This tax tip I want to share here is: Work your family trust.. Now, what we mean by that is if you're trading through a family trust, or maybe your family trust owns shares in the company that runs your business, we want to make sure you're using that to your absolute potential.
A couple of things to remember with discretionary trusts (aka family trusts) is that they can distribute their profit to people in the family group - you can change who that gets allocated to each year, which is a pretty cool feature. So we want to make sure we're distributing it to the people that make the most sense from a tax perspective, or any other perspective that we want to consider.
Most family trusts or discretionary trusts can distribute to the business owners themselves, the spouse, the kids (but there's limitations to that) - basically any of the more immediate family members like parents, sometimes grandparents, or brothers and sisters of the business owners, and in-laws. There are certain limitations and you do have to read your trust deed to make sure who you can distribute your money to, so make sure you double check that.
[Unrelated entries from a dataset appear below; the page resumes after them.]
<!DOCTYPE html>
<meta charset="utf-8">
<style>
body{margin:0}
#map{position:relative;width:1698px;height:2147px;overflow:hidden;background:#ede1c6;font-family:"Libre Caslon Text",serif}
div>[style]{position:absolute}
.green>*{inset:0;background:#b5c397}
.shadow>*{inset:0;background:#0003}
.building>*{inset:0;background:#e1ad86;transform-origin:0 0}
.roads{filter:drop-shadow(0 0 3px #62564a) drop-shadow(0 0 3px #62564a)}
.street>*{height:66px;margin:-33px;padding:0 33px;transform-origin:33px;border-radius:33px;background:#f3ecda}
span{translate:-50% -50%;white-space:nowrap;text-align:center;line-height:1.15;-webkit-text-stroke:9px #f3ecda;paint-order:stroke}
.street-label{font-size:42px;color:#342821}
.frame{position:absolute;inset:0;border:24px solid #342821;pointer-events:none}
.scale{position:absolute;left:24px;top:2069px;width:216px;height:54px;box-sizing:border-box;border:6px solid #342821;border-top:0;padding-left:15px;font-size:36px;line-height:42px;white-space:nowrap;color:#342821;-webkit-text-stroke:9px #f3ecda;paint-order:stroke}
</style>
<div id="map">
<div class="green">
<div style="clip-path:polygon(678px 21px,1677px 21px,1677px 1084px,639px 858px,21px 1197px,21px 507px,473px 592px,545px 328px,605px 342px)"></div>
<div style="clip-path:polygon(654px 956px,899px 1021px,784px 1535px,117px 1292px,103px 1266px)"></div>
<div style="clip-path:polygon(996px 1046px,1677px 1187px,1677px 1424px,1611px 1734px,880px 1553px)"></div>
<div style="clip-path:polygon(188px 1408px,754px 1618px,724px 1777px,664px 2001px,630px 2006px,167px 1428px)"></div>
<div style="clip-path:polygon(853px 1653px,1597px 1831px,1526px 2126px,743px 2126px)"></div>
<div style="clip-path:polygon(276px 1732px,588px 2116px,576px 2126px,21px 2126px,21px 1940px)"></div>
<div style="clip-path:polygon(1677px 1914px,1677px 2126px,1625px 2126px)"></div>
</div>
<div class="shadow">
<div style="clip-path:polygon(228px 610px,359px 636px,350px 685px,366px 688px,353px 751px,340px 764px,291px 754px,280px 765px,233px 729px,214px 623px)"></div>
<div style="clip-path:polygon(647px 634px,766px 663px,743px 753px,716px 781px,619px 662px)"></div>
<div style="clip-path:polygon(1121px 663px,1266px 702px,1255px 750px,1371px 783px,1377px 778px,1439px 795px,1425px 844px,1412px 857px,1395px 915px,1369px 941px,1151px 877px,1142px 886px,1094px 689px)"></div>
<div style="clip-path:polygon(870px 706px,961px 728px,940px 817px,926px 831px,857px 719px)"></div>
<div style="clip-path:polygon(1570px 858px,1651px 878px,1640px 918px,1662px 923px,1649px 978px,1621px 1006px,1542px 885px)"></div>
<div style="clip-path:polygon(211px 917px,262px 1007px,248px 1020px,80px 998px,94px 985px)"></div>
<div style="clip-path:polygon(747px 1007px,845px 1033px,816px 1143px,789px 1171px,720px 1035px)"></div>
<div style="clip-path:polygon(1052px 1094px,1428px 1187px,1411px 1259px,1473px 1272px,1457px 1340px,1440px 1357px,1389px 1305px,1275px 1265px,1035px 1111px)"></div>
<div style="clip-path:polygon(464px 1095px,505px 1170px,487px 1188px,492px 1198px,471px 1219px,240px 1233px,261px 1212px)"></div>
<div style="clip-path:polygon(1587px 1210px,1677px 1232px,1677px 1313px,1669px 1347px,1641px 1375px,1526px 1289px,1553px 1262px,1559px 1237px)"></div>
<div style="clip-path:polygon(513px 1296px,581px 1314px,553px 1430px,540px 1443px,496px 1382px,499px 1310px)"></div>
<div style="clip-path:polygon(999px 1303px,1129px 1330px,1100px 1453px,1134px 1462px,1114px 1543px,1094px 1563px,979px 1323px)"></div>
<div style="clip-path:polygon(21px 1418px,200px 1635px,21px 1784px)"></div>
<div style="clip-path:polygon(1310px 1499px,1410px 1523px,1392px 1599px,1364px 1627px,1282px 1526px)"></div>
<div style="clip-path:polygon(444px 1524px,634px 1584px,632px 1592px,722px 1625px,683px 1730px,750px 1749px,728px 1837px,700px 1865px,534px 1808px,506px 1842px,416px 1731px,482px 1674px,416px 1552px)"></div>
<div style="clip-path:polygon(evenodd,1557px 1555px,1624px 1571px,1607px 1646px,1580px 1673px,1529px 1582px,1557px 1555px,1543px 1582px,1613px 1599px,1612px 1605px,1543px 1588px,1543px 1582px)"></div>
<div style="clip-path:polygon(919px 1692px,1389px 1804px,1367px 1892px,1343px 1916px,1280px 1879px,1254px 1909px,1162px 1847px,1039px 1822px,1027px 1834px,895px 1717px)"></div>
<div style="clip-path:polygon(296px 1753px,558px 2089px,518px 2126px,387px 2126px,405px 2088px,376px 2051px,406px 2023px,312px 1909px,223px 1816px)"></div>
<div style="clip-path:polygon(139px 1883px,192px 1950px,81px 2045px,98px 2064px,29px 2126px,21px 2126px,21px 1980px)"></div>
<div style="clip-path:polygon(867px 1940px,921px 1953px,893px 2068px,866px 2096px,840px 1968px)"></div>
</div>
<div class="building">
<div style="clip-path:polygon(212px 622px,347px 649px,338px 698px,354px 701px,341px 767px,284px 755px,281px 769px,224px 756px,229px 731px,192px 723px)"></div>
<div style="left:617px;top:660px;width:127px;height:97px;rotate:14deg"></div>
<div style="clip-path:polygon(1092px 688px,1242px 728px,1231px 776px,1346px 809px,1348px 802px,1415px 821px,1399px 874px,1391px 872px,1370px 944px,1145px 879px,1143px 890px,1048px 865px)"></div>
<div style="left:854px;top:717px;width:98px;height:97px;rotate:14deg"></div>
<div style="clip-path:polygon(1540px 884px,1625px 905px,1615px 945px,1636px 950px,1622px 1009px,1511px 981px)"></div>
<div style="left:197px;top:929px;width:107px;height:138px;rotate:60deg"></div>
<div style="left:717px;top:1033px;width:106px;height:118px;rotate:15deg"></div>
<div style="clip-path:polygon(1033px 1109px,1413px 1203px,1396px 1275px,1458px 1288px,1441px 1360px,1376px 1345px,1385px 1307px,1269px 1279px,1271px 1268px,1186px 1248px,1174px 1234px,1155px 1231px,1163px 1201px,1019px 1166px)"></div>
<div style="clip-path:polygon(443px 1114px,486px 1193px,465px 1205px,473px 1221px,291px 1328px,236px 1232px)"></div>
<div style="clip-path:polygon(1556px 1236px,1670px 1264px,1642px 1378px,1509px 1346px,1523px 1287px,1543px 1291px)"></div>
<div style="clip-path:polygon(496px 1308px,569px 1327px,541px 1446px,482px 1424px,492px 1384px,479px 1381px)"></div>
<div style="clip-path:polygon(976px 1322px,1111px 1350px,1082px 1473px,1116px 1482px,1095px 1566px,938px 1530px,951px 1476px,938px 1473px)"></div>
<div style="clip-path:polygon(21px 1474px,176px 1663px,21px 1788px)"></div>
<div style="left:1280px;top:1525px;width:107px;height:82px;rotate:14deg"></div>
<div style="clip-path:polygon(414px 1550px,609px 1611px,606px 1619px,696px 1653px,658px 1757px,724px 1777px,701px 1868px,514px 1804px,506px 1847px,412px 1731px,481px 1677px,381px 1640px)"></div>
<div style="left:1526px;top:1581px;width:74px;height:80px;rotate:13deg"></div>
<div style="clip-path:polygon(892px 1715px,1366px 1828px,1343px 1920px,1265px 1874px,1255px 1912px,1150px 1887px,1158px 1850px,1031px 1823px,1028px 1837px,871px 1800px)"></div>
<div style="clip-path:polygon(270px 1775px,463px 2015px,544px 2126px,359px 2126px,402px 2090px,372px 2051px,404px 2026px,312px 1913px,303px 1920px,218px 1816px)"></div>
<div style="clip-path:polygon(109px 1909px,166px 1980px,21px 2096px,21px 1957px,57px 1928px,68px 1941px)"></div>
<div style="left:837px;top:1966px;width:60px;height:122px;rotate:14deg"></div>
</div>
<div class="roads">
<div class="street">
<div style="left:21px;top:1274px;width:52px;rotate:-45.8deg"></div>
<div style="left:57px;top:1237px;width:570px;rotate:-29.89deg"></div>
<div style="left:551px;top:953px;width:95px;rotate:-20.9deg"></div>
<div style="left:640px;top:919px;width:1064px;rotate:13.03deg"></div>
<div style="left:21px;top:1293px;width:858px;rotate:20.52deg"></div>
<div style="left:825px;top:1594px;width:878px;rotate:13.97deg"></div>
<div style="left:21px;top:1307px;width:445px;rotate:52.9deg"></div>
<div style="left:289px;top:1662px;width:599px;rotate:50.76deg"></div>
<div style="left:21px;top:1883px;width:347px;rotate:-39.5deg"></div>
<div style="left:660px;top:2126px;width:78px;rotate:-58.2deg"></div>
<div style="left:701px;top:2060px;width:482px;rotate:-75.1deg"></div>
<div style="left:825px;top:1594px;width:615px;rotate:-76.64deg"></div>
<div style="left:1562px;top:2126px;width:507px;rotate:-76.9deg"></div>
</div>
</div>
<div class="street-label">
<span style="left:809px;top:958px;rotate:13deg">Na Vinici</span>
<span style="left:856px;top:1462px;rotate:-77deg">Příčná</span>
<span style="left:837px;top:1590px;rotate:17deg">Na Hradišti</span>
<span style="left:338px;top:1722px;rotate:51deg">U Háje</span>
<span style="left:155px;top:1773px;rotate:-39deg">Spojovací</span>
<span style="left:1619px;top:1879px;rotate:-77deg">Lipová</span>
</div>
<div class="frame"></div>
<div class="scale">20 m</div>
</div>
You also need to document who is getting this profit before 30 June of every single financial year. So you actually have to have a trust distribution minute - that's something that we do as part of our client's tax planning process. Once we've had that discussion with them of who's the most appropriate beneficiary, we actually document that for them and get them to sign that off.
The other thing about family trusts and making sure you get the most out of them, is with the more recent trust deed, we can actually distribute different streams of income. That's a bit of an accounting term, but what that means is, if your trust earns multiple different types of income (maybe it gets business income along with interest on term deposits or bank accounts, and that might get dividends) we can actually send those different forms of income to different beneficiaries - that also might make sense or have a better outcome on our tax position.
So, again, we want to make sure your trust deed is up-to-date, and we can update that if needed to bring it into some of the more recent rules around trust distribution streaming. But also we need to have a look at that for who can actually receive the money, and that's called the "beneficiaries". So this is just an encouragement - If you've got a family trust in your business structure, make sure you're using it to its absolute potential in your family situation.